What you have to do: Below are records; reproduce exactly the lines from the first through the one containing "translate:-50% -50%; white-space:nowrap;".

Records shown:

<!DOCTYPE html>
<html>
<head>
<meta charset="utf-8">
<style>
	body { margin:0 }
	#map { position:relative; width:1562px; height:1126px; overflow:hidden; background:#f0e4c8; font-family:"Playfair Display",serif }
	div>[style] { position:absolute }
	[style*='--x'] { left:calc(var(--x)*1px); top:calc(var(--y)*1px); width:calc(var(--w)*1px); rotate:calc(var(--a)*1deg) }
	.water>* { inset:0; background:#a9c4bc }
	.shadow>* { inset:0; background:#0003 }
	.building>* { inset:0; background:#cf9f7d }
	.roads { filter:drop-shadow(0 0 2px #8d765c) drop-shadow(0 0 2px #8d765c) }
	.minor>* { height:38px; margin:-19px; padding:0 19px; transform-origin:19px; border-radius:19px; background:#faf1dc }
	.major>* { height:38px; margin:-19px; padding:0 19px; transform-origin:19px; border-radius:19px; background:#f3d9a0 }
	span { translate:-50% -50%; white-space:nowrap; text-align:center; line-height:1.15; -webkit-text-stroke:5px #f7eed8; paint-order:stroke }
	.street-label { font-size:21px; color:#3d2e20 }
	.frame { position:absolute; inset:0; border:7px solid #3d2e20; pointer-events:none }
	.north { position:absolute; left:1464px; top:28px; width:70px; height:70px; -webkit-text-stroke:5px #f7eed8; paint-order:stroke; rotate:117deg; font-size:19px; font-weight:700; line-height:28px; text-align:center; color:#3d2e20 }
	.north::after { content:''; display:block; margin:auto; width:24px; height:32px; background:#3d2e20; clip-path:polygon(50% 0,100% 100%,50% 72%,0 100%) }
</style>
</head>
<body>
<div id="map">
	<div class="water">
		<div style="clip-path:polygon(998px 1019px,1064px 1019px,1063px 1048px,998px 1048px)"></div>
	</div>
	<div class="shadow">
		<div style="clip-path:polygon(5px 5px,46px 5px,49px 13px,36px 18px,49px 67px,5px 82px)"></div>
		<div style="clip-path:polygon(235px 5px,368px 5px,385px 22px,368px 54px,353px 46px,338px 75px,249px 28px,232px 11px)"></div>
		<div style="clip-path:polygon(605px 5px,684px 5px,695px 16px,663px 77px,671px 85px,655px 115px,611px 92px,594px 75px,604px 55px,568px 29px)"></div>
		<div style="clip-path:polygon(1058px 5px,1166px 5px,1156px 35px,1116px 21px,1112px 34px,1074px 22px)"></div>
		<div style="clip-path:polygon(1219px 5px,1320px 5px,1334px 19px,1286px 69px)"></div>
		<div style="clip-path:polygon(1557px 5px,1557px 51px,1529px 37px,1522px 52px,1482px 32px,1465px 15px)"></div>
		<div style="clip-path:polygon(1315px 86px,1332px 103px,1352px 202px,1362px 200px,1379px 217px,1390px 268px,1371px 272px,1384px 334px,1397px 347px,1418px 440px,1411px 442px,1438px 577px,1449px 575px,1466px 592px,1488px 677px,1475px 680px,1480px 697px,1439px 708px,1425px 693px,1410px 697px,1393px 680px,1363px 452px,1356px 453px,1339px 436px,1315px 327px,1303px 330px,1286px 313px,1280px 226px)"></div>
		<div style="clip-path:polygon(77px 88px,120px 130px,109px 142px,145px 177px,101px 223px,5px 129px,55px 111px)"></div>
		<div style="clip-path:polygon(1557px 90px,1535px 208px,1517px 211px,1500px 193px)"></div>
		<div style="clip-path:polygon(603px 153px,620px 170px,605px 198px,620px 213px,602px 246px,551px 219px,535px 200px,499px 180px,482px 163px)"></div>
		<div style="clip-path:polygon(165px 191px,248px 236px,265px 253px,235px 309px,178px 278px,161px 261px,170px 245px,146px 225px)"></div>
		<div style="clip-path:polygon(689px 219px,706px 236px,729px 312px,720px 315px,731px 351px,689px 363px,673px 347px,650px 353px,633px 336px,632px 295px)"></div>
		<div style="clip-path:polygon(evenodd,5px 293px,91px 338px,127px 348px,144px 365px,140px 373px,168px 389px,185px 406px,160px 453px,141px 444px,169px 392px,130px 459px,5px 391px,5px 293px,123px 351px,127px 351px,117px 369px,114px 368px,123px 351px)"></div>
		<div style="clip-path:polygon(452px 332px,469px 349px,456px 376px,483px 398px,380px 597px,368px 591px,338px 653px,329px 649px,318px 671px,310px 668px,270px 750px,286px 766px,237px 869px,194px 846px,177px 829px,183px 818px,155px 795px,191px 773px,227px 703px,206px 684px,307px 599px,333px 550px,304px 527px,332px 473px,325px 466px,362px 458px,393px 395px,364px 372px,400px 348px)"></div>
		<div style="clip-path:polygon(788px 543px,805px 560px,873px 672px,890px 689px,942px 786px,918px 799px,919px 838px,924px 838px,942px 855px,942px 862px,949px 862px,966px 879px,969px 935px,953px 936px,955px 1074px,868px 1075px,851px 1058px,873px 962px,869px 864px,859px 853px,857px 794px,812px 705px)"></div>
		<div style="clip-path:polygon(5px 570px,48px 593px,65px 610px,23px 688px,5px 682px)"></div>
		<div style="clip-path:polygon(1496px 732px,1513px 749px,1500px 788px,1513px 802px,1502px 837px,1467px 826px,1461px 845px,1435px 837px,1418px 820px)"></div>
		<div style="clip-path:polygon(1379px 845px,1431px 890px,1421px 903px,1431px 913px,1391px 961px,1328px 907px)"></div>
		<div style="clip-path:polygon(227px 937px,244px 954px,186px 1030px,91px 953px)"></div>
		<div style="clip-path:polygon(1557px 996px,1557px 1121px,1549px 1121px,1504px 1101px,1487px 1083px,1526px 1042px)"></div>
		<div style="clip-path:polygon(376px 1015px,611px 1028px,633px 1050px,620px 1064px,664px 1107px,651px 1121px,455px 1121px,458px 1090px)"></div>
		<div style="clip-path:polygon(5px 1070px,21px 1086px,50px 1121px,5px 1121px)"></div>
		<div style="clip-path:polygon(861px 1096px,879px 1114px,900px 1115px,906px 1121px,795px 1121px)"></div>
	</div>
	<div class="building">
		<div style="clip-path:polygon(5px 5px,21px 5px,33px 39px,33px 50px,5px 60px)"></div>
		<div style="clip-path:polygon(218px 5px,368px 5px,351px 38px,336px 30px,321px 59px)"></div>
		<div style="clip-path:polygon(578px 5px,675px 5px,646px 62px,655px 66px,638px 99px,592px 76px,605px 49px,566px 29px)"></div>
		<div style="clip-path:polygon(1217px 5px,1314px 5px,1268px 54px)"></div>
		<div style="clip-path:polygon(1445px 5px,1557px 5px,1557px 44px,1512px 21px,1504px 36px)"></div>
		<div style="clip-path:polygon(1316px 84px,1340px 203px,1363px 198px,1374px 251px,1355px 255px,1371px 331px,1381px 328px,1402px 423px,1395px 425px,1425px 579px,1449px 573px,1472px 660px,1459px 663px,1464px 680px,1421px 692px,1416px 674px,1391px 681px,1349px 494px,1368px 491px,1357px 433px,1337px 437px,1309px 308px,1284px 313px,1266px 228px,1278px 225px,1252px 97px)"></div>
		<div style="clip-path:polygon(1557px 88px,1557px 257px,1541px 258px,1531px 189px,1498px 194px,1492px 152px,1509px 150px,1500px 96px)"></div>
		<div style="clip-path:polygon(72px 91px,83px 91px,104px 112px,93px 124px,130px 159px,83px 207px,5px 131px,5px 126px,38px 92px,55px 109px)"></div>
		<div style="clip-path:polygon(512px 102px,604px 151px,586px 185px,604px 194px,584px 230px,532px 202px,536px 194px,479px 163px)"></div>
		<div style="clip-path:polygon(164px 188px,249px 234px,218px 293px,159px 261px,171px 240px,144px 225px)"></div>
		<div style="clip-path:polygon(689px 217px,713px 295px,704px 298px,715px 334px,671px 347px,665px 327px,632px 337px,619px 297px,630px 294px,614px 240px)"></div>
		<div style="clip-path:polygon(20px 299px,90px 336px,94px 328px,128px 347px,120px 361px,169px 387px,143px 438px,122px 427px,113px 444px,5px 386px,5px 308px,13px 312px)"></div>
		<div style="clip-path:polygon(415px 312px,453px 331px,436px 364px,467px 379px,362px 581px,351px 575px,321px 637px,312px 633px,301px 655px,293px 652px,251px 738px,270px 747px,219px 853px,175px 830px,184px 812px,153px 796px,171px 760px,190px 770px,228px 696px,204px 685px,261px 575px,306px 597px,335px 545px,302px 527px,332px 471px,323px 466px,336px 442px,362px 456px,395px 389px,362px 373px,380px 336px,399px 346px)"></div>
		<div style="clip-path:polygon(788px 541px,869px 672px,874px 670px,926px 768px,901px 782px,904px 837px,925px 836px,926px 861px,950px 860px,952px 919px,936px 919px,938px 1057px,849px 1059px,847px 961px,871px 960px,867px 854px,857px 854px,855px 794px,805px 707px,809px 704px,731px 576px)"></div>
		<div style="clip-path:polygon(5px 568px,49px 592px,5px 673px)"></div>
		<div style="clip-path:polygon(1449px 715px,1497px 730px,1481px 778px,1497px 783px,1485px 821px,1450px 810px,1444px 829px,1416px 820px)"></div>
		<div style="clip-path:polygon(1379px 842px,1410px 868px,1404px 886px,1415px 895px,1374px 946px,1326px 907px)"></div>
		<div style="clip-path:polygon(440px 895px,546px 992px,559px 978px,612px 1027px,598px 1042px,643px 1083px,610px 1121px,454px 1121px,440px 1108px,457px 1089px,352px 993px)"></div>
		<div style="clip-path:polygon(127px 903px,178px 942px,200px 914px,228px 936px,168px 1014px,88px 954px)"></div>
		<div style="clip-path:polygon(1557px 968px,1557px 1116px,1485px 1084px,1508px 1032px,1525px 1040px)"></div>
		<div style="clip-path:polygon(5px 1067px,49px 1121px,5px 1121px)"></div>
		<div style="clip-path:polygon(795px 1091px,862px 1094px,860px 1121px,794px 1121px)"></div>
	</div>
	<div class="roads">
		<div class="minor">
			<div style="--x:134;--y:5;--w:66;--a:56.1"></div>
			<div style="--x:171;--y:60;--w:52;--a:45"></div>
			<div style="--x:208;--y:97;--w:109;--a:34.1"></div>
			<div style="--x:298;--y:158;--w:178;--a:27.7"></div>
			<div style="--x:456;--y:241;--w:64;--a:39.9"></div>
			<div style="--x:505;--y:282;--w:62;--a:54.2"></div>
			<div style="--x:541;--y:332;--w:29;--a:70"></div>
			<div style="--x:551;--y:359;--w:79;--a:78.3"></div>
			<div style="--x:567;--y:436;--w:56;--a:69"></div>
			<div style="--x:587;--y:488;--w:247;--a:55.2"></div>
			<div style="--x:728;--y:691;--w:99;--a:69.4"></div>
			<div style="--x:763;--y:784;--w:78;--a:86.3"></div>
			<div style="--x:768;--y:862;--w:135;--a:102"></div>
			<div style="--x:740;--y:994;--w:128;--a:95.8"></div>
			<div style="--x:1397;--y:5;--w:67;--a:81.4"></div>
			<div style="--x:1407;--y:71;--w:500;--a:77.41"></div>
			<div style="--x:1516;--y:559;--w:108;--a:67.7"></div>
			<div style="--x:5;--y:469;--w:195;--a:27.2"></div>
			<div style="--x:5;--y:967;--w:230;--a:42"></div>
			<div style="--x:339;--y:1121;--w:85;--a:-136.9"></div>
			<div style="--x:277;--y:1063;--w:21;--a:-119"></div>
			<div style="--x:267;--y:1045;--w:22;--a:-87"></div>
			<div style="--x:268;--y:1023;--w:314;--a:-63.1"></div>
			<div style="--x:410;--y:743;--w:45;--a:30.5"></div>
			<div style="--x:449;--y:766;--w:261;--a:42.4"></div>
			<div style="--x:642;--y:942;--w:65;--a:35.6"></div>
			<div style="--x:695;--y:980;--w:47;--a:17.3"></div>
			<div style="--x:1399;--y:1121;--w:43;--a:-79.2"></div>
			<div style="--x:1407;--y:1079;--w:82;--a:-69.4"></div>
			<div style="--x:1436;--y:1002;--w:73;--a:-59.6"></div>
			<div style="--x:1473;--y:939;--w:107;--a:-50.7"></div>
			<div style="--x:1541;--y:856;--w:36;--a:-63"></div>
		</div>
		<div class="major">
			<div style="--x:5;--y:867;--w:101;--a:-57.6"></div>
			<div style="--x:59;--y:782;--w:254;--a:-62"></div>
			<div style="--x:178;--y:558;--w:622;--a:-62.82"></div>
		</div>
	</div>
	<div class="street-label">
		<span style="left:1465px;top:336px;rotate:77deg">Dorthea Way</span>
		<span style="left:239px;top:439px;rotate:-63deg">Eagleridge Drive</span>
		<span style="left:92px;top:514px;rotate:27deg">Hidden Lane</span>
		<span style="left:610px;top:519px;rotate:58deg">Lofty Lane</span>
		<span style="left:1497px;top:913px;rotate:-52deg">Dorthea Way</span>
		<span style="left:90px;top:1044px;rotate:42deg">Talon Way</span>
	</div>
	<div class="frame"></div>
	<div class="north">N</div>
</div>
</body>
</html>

Result below:
<!DOCTYPE html>
<html>
<head>
<meta charset="utf-8">
<style>
	body { margin:0 }
	#map { position:relative; width:1562px; height:1126px; overflow:hidden; background:#f0e4c8; font-family:"Playfair Display",serif }
	div>[style] { position:absolute }
	[style*='--x'] { left:calc(var(--x)*1px); top:calc(var(--y)*1px); width:calc(var(--w)*1px); rotate:calc(var(--a)*1deg) }
	.water>* { inset:0; background:#a9c4bc }
	.shadow>* { inset:0; background:#0003 }
	.building>* { inset:0; background:#cf9f7d }
	.roads { filter:drop-shadow(0 0 2px #8d765c) drop-shadow(0 0 2px #8d765c) }
	.minor>* { height:38px; margin:-19px; padding:0 19px; transform-origin:19px; border-radius:19px; background:#faf1dc }
	.major>* { height:38px; margin:-19px; padding:0 19px; transform-origin:19px; border-radius:19px; background:#f3d9a0 }
	span { translate:-50% -50%; white-space:nowrap; text-align:center; line-height:1.15; -webkit-text-stroke:5px #f7eed8; paint-order:stroke }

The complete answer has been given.